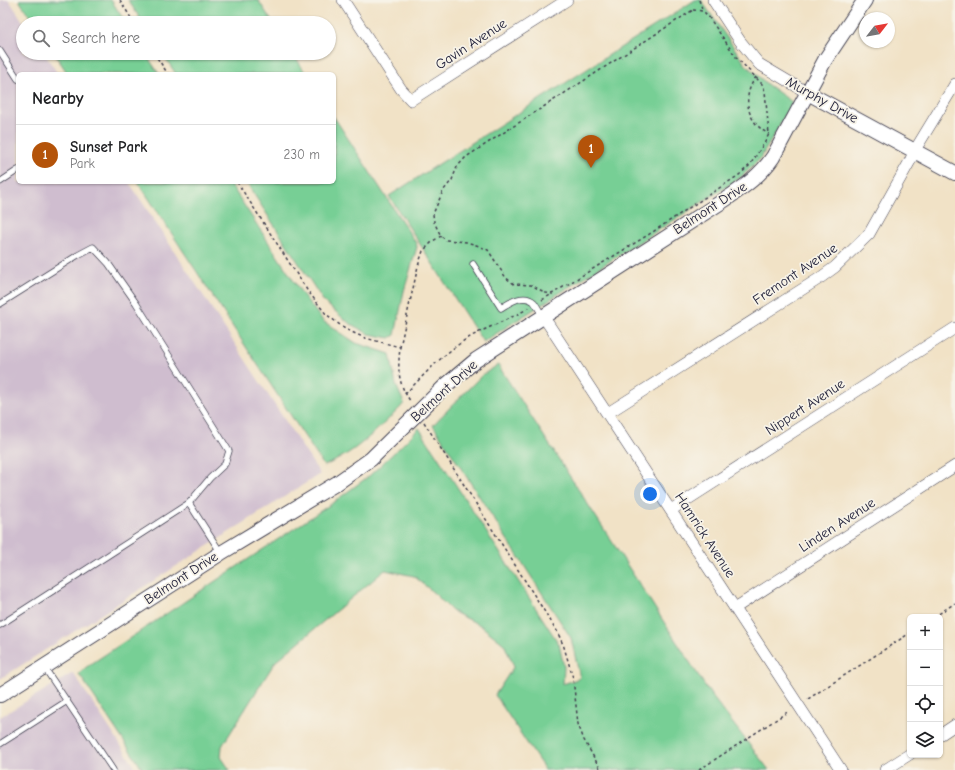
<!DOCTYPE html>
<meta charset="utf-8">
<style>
body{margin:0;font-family:"Comic Neue",sans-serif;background:#f2f2f2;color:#202124}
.controls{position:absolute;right:12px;bottom:12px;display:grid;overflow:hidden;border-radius:6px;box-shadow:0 1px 3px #0004}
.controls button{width:36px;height:36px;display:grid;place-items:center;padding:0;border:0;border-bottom:1px solid #e0e0e0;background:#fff;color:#202124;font:20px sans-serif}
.compass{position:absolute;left:859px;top:12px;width:36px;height:36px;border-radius:50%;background:#fff;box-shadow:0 1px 3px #0004;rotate:59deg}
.you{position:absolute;left:650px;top:494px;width:14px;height:14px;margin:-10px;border:3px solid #fff;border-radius:50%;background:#1a73e8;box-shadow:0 0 0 6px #1a73e833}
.badge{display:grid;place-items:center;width:26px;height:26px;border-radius:50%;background:#b45309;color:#fff;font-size:13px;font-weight:700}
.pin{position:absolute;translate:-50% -33px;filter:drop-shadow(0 1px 2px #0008)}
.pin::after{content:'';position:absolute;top:21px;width:14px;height:12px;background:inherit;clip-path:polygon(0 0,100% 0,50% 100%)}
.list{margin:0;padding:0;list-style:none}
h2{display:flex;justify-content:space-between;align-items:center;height:52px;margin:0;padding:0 16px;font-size:17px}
h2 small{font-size:13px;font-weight:400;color:#757577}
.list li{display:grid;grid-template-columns:26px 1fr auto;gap:12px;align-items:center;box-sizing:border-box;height:60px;padding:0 16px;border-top:1px solid #e0e0e0}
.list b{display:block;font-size:15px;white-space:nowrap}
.list p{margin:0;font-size:13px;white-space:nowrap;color:#757577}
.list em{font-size:13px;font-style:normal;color:#757577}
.icon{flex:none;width:22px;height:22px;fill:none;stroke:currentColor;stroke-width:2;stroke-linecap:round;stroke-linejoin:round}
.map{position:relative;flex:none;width:955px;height:770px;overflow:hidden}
.search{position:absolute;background:#fff;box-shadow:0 1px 3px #0004;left:16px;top:16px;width:320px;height:44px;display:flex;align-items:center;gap:10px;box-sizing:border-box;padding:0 14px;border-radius:22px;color:#757577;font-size:15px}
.panel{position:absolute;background:#fff;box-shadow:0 1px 3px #0004;left:16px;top:72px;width:320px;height:112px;border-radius:6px}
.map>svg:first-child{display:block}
.industrial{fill:#cfbdcf}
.green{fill:#77cf95;stroke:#4c7868}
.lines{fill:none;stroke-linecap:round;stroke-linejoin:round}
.service-casing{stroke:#413f50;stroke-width:7}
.minor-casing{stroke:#413f50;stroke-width:12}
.tertiary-casing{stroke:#413f50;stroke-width:16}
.path{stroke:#413f50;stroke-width:1.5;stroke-dasharray:3 3;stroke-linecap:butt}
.service{stroke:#fff;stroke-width:5.5}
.minor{stroke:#fff;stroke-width:11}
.tertiary{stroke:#fff;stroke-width:14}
.labels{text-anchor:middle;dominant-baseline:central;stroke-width:3.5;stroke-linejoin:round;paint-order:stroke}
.street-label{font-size:14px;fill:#22223b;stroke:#f7f3e8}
</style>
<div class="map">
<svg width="955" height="770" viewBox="0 0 955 770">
<rect width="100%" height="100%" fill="#f7f3e8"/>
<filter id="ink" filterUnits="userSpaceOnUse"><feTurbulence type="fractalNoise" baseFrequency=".025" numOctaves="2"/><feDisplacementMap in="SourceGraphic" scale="8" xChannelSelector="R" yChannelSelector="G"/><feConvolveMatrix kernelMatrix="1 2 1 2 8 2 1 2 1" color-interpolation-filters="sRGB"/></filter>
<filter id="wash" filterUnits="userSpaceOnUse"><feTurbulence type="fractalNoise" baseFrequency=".012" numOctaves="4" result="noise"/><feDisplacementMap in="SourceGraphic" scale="16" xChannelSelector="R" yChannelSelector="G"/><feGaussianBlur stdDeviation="0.9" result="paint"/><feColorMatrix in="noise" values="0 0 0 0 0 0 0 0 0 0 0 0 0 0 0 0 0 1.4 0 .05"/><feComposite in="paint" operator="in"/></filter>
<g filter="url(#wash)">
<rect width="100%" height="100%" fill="#f1e2c6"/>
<g class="industrial">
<polygon points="0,0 9,0 24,23 23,23 23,53 44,53 58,74 18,74 18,182 129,182 320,474 0,679"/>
<polygon points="73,673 137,770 0,770 0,717"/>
</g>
<g class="green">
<polygon points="19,0 111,0 126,23 34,23"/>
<polygon points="128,0 258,0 273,23 143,23"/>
<polygon points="695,0 701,0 746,65 768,85 792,102 775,134 760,159 740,178 483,342 389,196"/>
<polygon points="54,53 145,53 159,74 68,74"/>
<polygon points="162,53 293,53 306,74 176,74"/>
<polygon points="334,117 416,243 417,247 404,291 395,335 390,338 369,334 349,323 324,302 246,182 334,182"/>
<path d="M138,182h91l74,113 20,26 33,22 34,11 6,31 8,18 -4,5c-23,22 -46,46 -76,58z"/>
<polygon points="498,365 711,695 769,770 545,770 495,695 514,666 504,644 480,625 452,611 435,594 414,576 385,570 275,662 222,746 221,757 230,770 143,770 79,674 85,668 331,504 369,476 399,448 419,428 559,644 564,667 563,684 580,678 571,638 433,425 482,375"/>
</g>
</g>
<g filter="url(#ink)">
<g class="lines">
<defs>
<g id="service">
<polyline points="0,51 18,79"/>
<polyline points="0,182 18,170"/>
<path d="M473,264l28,44c9,-6 23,-15 33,-6 3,4 6,10 9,14"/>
<polyline points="0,304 78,255 93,247 108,263 136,303 229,451 225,464 210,478 189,503"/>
<polyline points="0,625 189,503 221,553"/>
<polyline points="44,667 113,770"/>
<polyline points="0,744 67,701"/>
</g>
<g id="minor">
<polyline points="343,0 401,89 411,100 567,0"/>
<polyline points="713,0 740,41 759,64 808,93"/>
<polyline points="543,316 841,770"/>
<polyline points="608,413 820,278 835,267 869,234 910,161 915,150 955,84"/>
<polyline points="671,510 955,328"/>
<polyline points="735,608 955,466"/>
<polyline points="940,735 955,725"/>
<polyline points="885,770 910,754"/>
</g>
<g id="tertiary">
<polyline points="808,93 955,173"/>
<path d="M0,695l221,-142 116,-70 34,-24 74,-73 31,-26 250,-161c18,-12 35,-24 47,-42l52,-97 40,-60"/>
</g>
</defs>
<use href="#service" class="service-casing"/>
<use href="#minor" class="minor-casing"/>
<use href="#tertiary" class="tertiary-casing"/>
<g class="path">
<polyline points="120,0 134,23"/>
<polyline points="699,0 703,11"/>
<polygon points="693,10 703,11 708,16 736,57 762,84 765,91 769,134 765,142 750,165 739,175 648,235 552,294 546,293 531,285 514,284 506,278 488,250 479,246 467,242 446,240 441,236 434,222 433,214 443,191 452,180 457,167 466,157"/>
<polyline points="154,53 168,74"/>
<path d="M756,77c-15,20 -9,46 13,57"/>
<path d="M237,182l70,108 19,24 19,15 20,9 35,9c-2,22 -3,36 11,55"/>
<polyline points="542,300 552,294"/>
<polyline points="400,347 418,266 423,251 433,241 441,236"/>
<path d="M405,394c18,-18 35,-37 57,-52 21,-14 46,-21 68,-35"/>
<polyline points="424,422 557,631 564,647 573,678 578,724 584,740 601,770"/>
<polyline points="934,617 955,603"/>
<polyline points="808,699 910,633"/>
<polyline points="699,770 789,711"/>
</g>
<use href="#service" class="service"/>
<use href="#minor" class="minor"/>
<use href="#tertiary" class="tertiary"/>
</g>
</g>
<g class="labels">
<g class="street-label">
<text transform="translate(471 44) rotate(-33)">Gavin Avenue</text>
<text transform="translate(822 100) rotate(29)">Murphy Drive</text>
<text transform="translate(710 208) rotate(-33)">Belmont Drive</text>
<text transform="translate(795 274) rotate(-34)">Fremont Avenue</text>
<text transform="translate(444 391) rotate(-42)">Belmont Drive</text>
<text transform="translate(805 407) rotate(-33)">Nippert Avenue</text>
<text transform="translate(837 525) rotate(-33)">Linden Avenue</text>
<text transform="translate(705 535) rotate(57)">Hamrick Avenue</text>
<text transform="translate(181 578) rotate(-33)">Belmont Drive</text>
</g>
</g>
</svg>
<div class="controls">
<button>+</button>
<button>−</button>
<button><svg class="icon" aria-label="locate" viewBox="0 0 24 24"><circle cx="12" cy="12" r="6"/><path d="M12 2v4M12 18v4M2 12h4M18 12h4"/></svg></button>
<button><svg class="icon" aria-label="layers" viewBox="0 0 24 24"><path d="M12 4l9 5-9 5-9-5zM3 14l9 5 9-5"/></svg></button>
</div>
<svg class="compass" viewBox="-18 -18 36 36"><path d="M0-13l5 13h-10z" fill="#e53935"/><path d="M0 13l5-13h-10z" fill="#757577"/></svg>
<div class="you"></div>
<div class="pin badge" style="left:591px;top:168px">1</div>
<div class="search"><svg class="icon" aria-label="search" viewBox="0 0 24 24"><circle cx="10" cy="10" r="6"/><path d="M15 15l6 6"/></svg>Search here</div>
<section class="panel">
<h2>Nearby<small></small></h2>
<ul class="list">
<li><span class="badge">1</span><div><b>Sunset Park</b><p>Park</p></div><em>230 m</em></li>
</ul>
</section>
</div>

Requirement:
How many of the lines above include "list"? Only the number should be given.

Your solution:
6